• **Work to complete**:
Your answer needs to include each line of the records in which the string "linecap" can be found.

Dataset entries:
- Opening Delimiter -

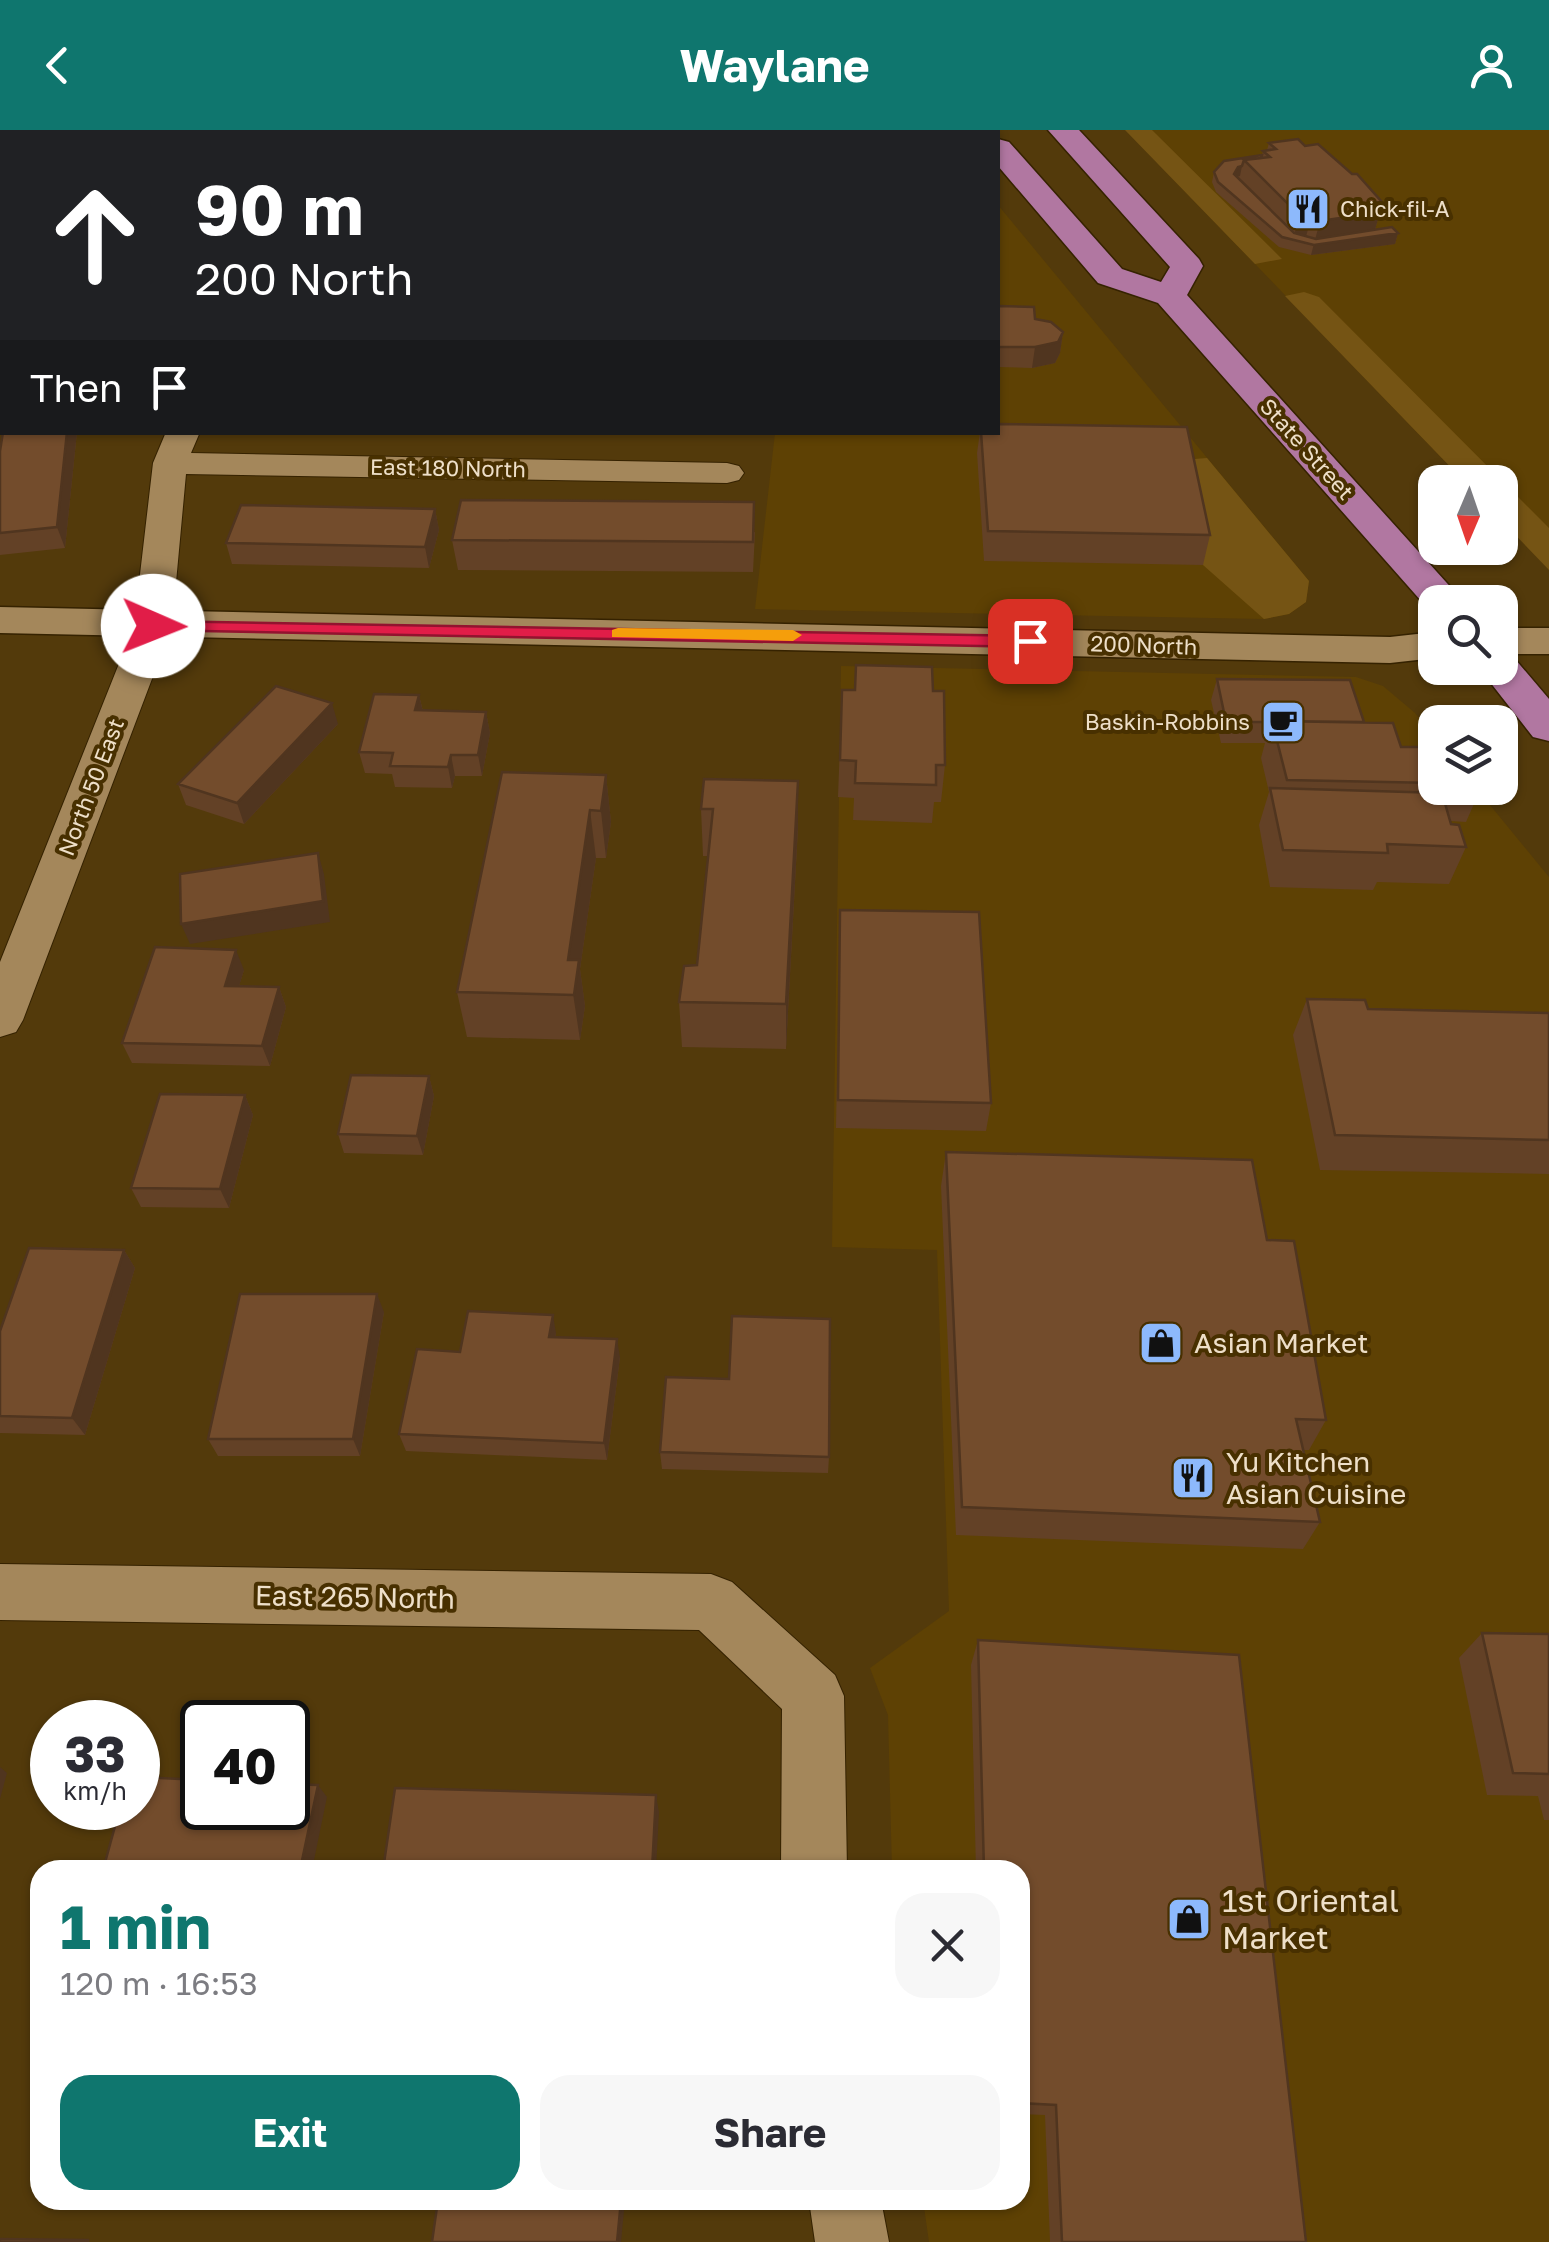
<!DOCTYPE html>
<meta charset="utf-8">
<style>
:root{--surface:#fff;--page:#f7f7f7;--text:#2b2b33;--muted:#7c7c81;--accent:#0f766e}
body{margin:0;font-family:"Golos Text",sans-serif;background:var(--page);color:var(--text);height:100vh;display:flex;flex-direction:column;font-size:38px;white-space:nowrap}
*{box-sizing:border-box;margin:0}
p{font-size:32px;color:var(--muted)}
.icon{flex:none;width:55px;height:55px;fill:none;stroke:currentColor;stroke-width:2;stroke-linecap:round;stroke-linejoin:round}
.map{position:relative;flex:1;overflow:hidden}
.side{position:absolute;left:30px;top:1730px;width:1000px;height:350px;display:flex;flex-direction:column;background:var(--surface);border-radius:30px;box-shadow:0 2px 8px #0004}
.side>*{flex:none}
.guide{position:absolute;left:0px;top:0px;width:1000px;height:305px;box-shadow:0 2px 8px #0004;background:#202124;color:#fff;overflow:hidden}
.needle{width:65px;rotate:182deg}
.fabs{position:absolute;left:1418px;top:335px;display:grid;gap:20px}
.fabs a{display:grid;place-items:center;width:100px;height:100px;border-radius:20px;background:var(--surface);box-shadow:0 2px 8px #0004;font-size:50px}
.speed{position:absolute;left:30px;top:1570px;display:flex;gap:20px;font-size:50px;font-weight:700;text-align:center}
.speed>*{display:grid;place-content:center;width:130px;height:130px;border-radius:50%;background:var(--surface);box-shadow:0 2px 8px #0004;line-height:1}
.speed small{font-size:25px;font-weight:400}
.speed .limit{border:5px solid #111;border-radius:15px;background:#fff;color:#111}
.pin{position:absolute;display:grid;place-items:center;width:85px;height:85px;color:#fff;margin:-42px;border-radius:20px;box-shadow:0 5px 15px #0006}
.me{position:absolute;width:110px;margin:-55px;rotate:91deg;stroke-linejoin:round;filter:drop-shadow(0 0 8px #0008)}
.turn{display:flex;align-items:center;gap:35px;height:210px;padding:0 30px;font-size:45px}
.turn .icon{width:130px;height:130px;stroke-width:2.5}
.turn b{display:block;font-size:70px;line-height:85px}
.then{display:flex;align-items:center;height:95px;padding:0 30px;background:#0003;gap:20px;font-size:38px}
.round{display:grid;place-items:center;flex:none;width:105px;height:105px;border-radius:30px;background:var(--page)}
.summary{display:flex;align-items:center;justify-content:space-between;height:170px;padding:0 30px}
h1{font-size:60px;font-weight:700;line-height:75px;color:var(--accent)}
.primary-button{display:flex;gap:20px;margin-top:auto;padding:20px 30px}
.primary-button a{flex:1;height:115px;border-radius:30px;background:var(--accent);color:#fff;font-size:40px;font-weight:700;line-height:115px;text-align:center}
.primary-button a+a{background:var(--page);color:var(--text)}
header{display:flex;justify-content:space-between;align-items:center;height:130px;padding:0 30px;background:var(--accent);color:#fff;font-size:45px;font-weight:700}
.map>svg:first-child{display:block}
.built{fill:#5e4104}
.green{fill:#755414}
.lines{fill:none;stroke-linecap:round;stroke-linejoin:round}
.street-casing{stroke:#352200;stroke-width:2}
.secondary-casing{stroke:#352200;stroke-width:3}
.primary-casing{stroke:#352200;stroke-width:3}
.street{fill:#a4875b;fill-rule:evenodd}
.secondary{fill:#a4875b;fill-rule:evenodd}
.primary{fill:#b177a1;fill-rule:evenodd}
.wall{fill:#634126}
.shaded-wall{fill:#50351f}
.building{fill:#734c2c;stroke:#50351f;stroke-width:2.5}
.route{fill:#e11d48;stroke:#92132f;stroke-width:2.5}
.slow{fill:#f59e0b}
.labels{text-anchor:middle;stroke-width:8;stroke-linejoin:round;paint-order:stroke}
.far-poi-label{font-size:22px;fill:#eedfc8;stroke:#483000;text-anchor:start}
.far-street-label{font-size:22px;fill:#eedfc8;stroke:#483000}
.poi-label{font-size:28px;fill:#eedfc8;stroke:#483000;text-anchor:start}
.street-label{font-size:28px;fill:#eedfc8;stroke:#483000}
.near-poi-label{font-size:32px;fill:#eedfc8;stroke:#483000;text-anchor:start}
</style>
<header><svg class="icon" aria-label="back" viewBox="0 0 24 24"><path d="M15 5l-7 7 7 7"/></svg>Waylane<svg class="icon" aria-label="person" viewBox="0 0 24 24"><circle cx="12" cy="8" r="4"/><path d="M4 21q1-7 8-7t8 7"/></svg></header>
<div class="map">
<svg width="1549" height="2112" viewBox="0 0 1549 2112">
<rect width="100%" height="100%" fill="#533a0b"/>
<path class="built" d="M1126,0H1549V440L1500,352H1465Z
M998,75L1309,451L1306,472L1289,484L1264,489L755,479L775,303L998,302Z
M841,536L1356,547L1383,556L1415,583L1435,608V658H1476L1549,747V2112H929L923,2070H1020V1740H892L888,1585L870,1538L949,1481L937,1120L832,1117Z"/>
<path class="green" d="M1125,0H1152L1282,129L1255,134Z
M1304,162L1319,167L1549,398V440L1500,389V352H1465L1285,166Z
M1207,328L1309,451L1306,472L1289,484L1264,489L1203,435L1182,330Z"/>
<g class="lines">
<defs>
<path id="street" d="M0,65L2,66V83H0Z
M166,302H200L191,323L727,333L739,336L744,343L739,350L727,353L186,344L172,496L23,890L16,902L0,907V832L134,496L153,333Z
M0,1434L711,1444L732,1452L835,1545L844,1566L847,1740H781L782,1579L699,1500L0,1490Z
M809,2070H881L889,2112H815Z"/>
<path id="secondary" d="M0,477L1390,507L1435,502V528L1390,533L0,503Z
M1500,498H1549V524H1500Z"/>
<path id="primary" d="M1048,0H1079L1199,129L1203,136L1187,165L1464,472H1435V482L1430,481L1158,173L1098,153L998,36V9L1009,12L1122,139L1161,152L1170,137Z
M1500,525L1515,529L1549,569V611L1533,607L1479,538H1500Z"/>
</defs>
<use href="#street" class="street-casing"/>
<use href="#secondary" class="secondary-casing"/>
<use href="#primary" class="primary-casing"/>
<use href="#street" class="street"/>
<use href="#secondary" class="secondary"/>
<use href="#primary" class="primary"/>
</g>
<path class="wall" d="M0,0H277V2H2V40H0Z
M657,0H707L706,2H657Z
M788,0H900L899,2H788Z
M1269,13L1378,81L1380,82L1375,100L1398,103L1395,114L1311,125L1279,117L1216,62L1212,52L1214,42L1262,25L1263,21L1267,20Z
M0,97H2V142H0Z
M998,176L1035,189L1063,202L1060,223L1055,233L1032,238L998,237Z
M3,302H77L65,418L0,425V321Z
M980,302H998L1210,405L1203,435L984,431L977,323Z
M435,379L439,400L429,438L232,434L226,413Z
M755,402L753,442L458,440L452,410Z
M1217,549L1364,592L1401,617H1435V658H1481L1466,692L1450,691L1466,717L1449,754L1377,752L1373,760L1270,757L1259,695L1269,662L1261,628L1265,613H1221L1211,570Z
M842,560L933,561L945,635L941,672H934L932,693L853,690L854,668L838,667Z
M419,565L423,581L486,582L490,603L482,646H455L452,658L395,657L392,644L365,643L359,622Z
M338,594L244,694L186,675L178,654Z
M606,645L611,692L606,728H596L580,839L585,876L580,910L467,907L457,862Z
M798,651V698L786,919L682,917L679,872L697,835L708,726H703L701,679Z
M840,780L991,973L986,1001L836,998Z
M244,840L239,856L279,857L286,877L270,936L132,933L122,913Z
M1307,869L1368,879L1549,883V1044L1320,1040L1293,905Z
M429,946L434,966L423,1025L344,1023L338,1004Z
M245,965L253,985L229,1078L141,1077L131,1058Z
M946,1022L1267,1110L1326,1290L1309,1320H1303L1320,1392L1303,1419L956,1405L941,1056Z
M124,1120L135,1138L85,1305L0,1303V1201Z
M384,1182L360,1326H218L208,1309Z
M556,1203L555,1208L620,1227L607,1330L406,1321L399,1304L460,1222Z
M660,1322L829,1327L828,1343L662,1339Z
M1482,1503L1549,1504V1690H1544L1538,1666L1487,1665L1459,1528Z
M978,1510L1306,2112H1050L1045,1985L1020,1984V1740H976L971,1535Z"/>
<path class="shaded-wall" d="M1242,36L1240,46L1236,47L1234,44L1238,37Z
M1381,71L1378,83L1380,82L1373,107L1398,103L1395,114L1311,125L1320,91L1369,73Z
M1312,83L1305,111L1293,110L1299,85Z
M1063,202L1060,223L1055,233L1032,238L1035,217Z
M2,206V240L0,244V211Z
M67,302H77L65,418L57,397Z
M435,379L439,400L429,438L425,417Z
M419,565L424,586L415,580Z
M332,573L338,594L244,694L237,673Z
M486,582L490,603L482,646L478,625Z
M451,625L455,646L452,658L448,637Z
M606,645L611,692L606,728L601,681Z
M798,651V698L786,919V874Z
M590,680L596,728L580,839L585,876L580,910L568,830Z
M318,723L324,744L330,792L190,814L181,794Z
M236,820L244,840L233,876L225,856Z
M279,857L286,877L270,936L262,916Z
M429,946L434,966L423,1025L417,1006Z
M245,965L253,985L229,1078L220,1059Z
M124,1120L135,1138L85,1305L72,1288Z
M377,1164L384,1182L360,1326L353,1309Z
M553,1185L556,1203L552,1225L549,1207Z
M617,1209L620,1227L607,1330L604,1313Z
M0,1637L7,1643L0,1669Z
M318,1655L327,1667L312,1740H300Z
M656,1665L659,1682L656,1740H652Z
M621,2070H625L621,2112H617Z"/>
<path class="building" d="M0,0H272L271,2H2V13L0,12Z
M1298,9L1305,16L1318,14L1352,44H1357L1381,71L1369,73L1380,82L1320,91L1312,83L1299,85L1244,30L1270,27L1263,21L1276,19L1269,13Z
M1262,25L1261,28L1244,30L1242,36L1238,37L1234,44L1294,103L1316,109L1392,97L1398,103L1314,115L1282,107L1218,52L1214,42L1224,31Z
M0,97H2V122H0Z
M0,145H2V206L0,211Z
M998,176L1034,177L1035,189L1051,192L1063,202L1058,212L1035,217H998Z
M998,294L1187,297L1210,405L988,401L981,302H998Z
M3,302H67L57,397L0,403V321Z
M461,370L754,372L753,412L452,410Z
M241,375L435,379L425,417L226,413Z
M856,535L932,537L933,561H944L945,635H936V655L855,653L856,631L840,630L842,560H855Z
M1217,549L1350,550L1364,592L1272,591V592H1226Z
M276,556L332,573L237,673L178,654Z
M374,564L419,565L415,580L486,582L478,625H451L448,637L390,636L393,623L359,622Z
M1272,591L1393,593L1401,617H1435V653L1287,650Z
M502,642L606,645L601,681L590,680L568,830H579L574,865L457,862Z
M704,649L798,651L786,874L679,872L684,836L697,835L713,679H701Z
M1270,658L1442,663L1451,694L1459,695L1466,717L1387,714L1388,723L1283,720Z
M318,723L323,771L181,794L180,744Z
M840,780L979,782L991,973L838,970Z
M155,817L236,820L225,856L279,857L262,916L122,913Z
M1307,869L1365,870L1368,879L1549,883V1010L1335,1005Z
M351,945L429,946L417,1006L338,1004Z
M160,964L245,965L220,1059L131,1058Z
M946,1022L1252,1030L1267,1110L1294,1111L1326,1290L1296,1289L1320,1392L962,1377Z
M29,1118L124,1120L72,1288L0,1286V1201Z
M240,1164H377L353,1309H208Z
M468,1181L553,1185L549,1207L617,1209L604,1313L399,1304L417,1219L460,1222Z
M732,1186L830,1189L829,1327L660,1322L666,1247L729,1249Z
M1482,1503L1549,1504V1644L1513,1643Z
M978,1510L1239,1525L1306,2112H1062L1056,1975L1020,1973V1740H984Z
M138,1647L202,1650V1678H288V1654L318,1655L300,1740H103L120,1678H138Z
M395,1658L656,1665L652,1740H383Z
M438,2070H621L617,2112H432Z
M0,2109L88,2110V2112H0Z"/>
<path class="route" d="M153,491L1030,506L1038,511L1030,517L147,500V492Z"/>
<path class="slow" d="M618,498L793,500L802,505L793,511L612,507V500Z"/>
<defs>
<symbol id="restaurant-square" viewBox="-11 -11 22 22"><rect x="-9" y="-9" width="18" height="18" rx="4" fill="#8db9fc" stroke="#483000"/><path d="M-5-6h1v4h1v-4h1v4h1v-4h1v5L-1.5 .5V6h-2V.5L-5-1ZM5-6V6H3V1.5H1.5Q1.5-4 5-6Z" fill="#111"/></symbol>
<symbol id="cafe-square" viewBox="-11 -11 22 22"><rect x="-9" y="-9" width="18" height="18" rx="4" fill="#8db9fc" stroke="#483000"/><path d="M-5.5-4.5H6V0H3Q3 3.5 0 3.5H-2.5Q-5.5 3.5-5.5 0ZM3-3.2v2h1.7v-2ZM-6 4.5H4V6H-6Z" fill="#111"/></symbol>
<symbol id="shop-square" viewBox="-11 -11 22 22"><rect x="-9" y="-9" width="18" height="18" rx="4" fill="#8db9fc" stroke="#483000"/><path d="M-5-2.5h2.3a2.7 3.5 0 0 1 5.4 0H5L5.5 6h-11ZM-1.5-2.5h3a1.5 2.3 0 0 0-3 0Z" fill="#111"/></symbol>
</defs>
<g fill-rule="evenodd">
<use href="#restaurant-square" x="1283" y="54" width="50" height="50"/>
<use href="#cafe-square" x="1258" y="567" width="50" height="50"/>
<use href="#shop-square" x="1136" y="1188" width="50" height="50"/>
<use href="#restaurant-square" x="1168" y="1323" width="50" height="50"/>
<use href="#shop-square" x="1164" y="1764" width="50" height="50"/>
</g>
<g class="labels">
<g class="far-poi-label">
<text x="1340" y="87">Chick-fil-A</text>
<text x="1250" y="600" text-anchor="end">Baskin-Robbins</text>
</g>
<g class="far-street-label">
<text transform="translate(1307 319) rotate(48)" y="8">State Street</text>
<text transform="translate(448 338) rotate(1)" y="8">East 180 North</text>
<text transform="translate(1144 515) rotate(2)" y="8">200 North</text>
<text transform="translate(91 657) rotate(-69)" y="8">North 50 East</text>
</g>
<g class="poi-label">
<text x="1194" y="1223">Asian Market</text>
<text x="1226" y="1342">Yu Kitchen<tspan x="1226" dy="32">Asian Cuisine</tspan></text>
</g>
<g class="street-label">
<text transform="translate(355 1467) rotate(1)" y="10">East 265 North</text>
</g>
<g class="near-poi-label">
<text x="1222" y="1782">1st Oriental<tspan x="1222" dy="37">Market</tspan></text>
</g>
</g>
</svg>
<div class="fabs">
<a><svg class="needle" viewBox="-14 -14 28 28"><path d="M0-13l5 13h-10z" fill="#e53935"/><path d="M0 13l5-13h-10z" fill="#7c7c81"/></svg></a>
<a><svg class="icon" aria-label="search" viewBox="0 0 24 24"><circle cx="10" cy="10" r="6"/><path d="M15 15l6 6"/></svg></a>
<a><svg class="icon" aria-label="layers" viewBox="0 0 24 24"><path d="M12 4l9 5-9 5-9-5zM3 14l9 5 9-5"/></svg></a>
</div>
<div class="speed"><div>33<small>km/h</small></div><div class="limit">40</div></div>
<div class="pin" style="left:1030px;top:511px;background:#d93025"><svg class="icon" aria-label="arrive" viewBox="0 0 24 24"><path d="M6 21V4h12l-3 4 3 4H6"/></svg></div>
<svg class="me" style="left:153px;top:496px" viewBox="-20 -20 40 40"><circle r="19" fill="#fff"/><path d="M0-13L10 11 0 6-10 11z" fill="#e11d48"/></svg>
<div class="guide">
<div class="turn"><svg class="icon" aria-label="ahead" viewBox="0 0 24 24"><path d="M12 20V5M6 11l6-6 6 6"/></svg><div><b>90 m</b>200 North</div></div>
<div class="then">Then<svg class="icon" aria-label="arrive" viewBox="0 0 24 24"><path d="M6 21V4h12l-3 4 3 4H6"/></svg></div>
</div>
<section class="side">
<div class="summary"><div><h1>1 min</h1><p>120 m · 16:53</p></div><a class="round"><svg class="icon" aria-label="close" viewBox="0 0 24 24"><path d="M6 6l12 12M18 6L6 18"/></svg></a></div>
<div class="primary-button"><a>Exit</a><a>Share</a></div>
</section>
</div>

- Closing Delimiter -

• **Task result**:
.icon{flex:none;width:55px;height:55px;fill:none;stroke:currentColor;stroke-width:2;stroke-linecap:round;stroke-linejoin:round}
.lines{fill:none;stroke-linecap:round;stroke-linejoin:round}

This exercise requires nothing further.